## WHAT THIS TASK INVOLVES
Copying task for the records below: reproduce each one exactly and drop the pictures.

## Source records

────────────────

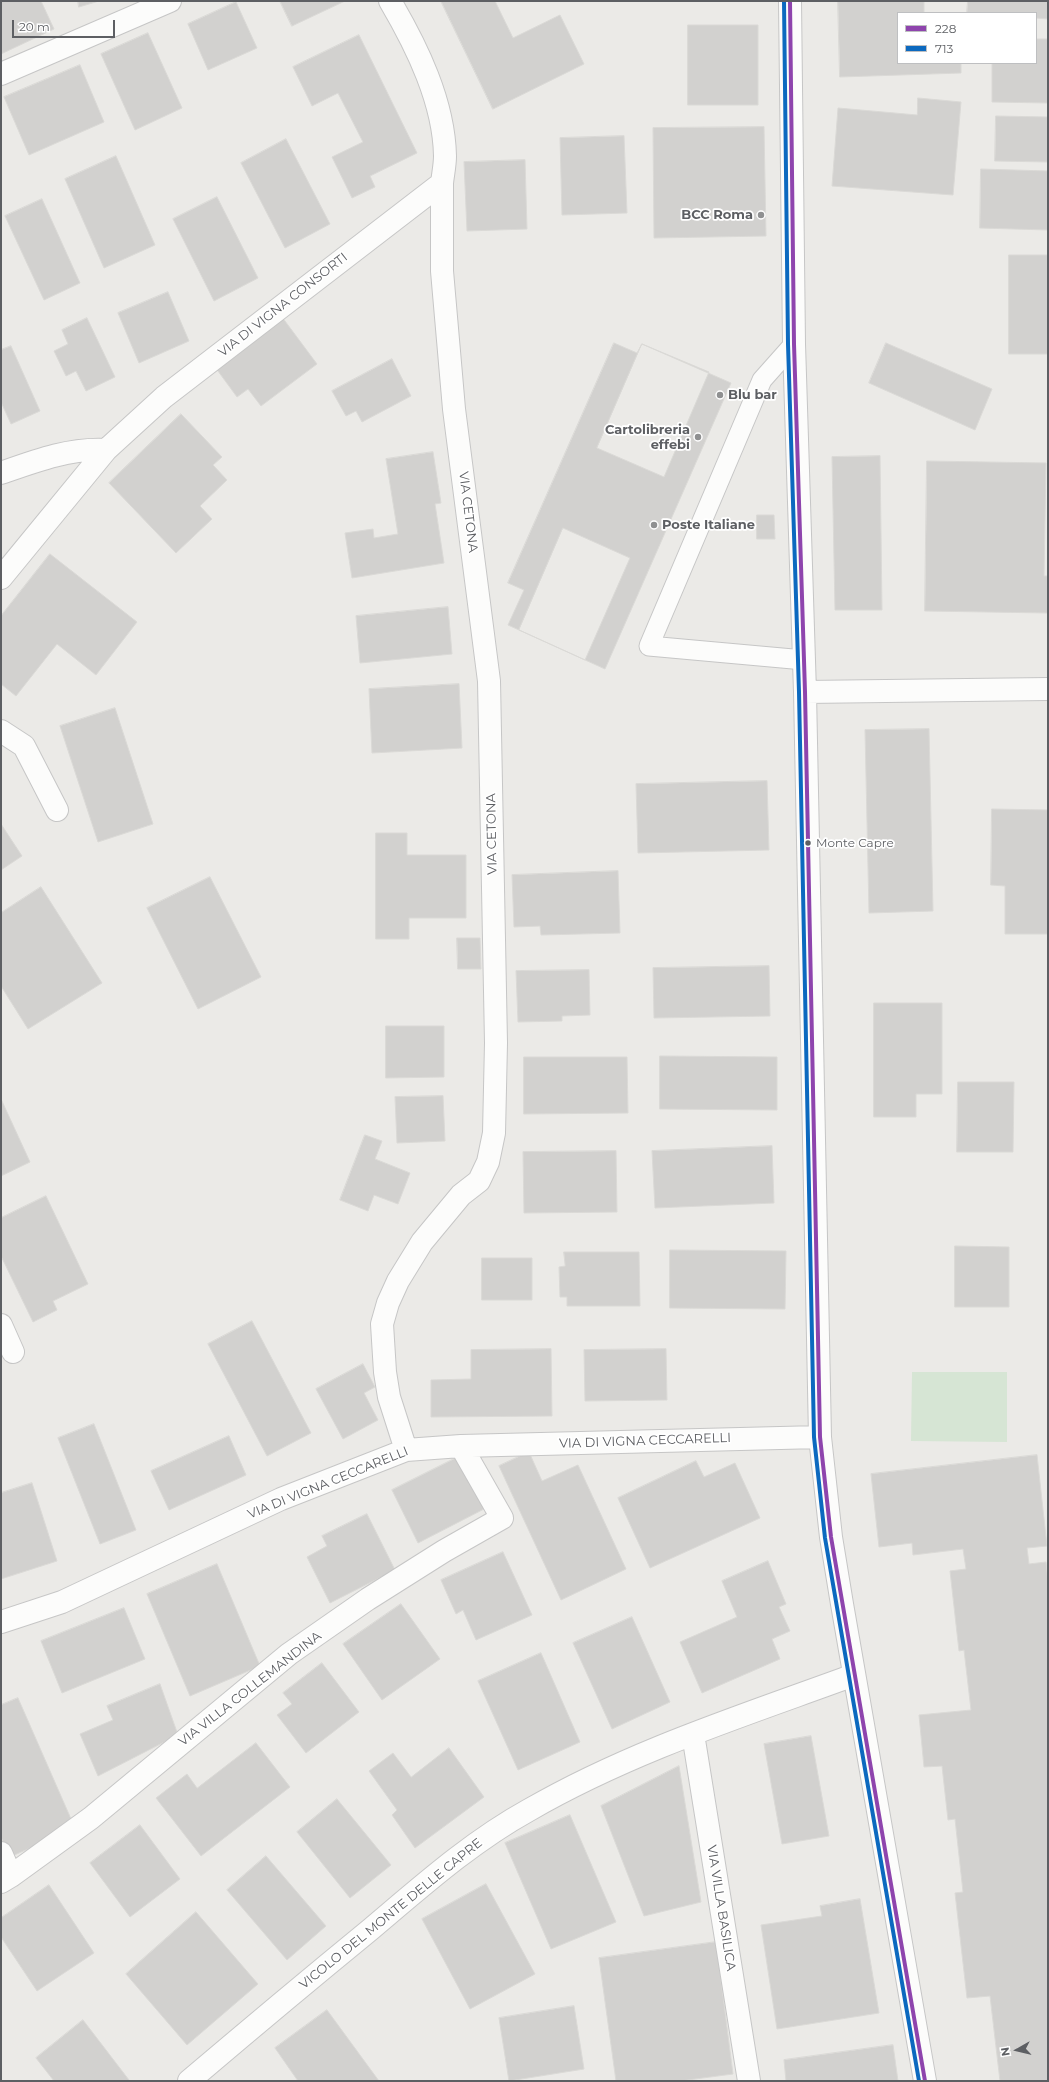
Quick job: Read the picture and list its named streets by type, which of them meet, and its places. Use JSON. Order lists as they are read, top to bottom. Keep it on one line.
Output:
{"streets":{"street":["VIA DI VIGNA CONSORTI","VIA CETONA","VIA DI VIGNA CECCARELLI","VIA VILLA COLLEMANDINA","VIA VILLA BASILICA","VICOLO DEL MONTE DELLE CAPRE"]},"crossings":[["VIA DI VIGNA CONSORTI","VIA CETONA"],["VIA CETONA","VIA DI VIGNA CECCARELLI"],["VIA DI VIGNA CECCARELLI","VIA VILLA COLLEMANDINA"],["VIA VILLA BASILICA","VICOLO DEL MONTE DELLE CAPRE"]],"places":["BCC Roma","Blu bar","Cartolibreria effebi","Poste Italiane","Monte Capre"],"lines":["transit line 228","transit line 713"],"legend":["228","713"],"scale_bar":"20 m","north":"left"}
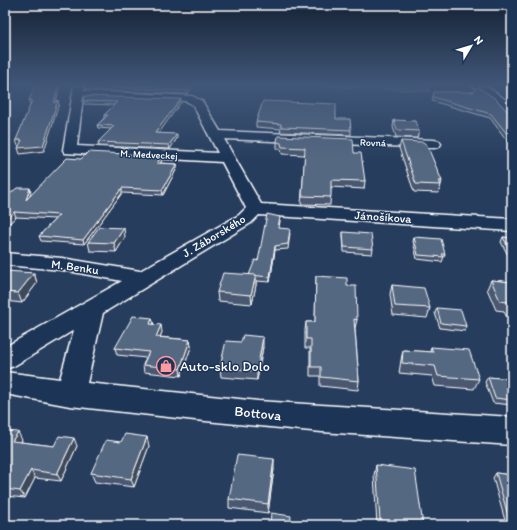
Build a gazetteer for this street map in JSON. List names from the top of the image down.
{
  "streets": {
    "street": [
      "Rovná",
      "M. Medveckej",
      "Jánošíkova",
      "J. Záborského",
      "M. Benku",
      "Bottova"
    ]
  },
  "crossings": [
    ["Rovná", "J. Záborského"],
    ["M. Medveckej", "J. Záborského"],
    ["Jánošíkova", "J. Záborského"],
    ["J. Záborského", "M. Benku"]
  ],
  "places": {
    "shop": ["Auto-sklo Dolo"]
  },
  "north": "top right"
}
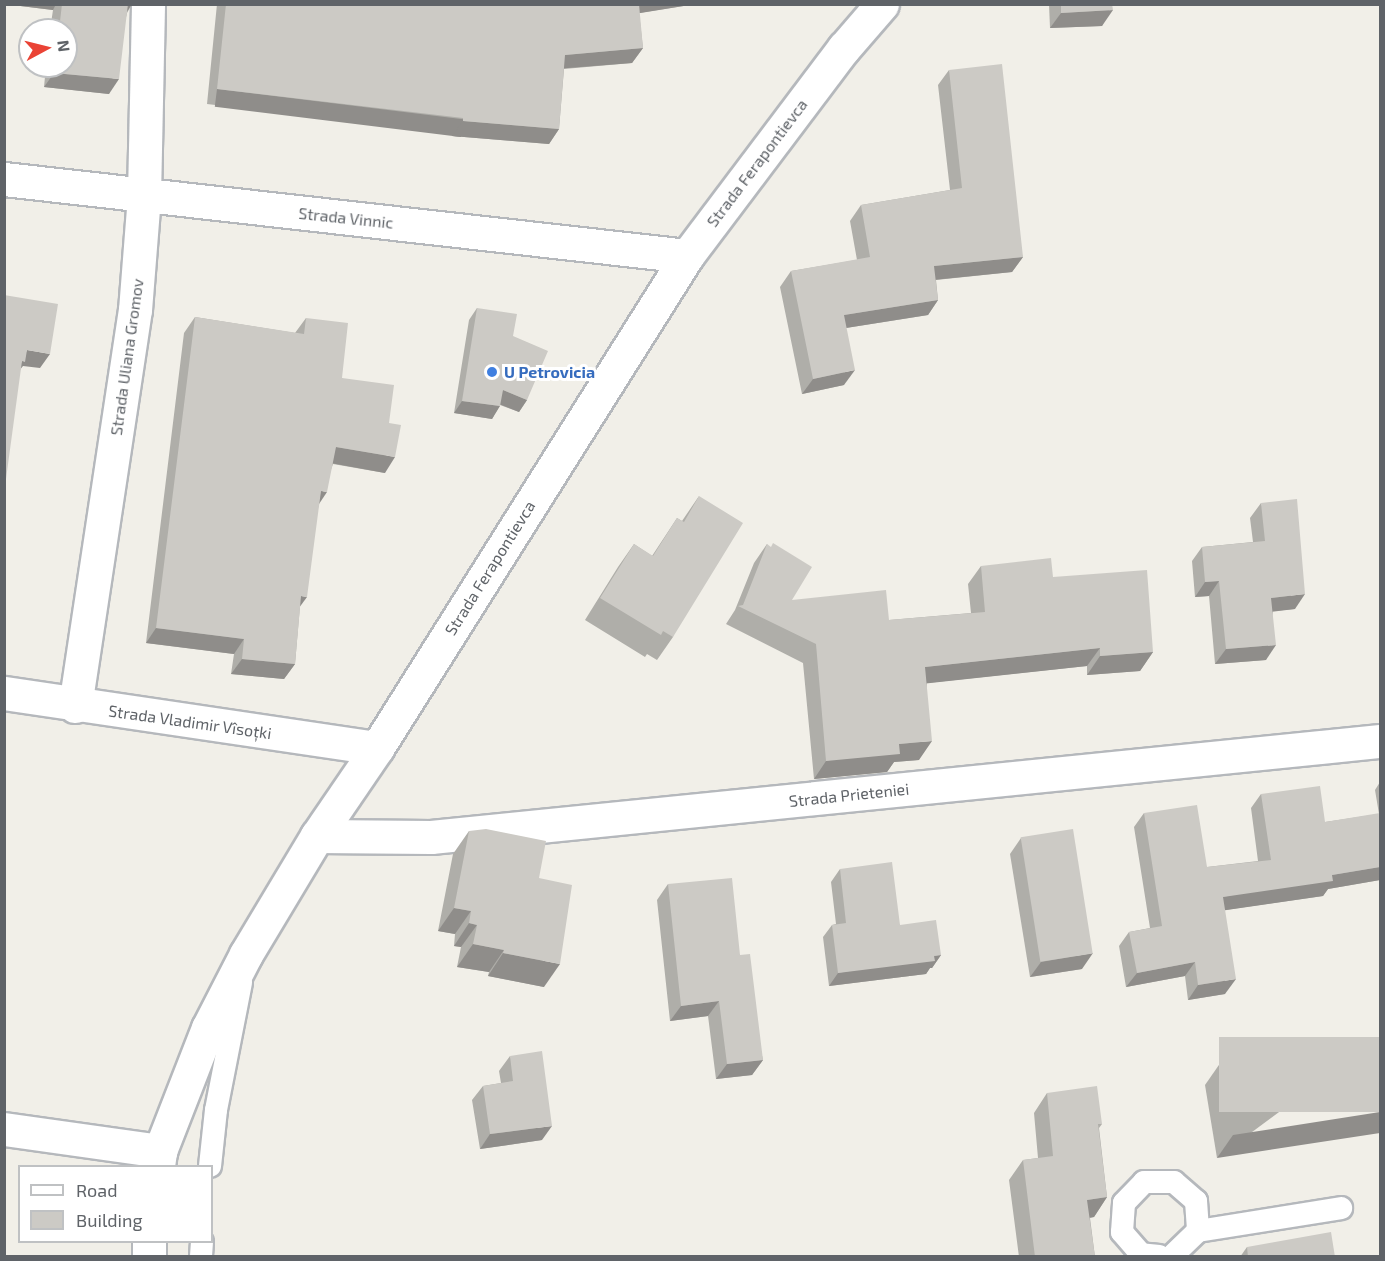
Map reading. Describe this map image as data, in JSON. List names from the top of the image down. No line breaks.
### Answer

────────────────

## THE ANSWER
Quick job: Read the picture and list its named streets by type, which of them meet, and its places. Use JSON. Order lists as they are read, top to bottom. Keep it on one line.
Output:
{"streets":{"street":["VIA DI VIGNA CONSORTI","VIA CETONA","VIA DI VIGNA CECCARELLI","VIA VILLA COLLEMANDINA","VIA VILLA BASILICA","VICOLO DEL MONTE DELLE CAPRE"]},"crossings":[["VIA DI VIGNA CONSORTI","VIA CETONA"],["VIA CETONA","VIA DI VIGNA CECCARELLI"],["VIA DI VIGNA CECCARELLI","VIA VILLA COLLEMANDINA"],["VIA VILLA BASILICA","VICOLO DEL MONTE DELLE CAPRE"]],"places":["BCC Roma","Blu bar","Cartolibreria effebi","Poste Italiane","Monte Capre"],"lines":["transit line 228","transit line 713"],"legend":["228","713"],"scale_bar":"20 m","north":"left"}
Build a gazetteer for this street map in JSON. List names from the top of the image down.
{
  "streets": {
    "street": [
      "Rovná",
      "M. Medveckej",
      "Jánošíkova",
      "J. Záborského",
      "M. Benku",
      "Bottova"
    ]
  },
  "crossings": [
    ["Rovná", "J. Záborského"],
    ["M. Medveckej", "J. Záborského"],
    ["Jánošíkova", "J. Záborského"],
    ["J. Záborského", "M. Benku"]
  ],
  "places": {
    "shop": ["Auto-sklo Dolo"]
  },
  "north": "top right"
}
Map reading. Describe this map image as data, in JSON. List names from the top of the image down. No line breaks.
### Answer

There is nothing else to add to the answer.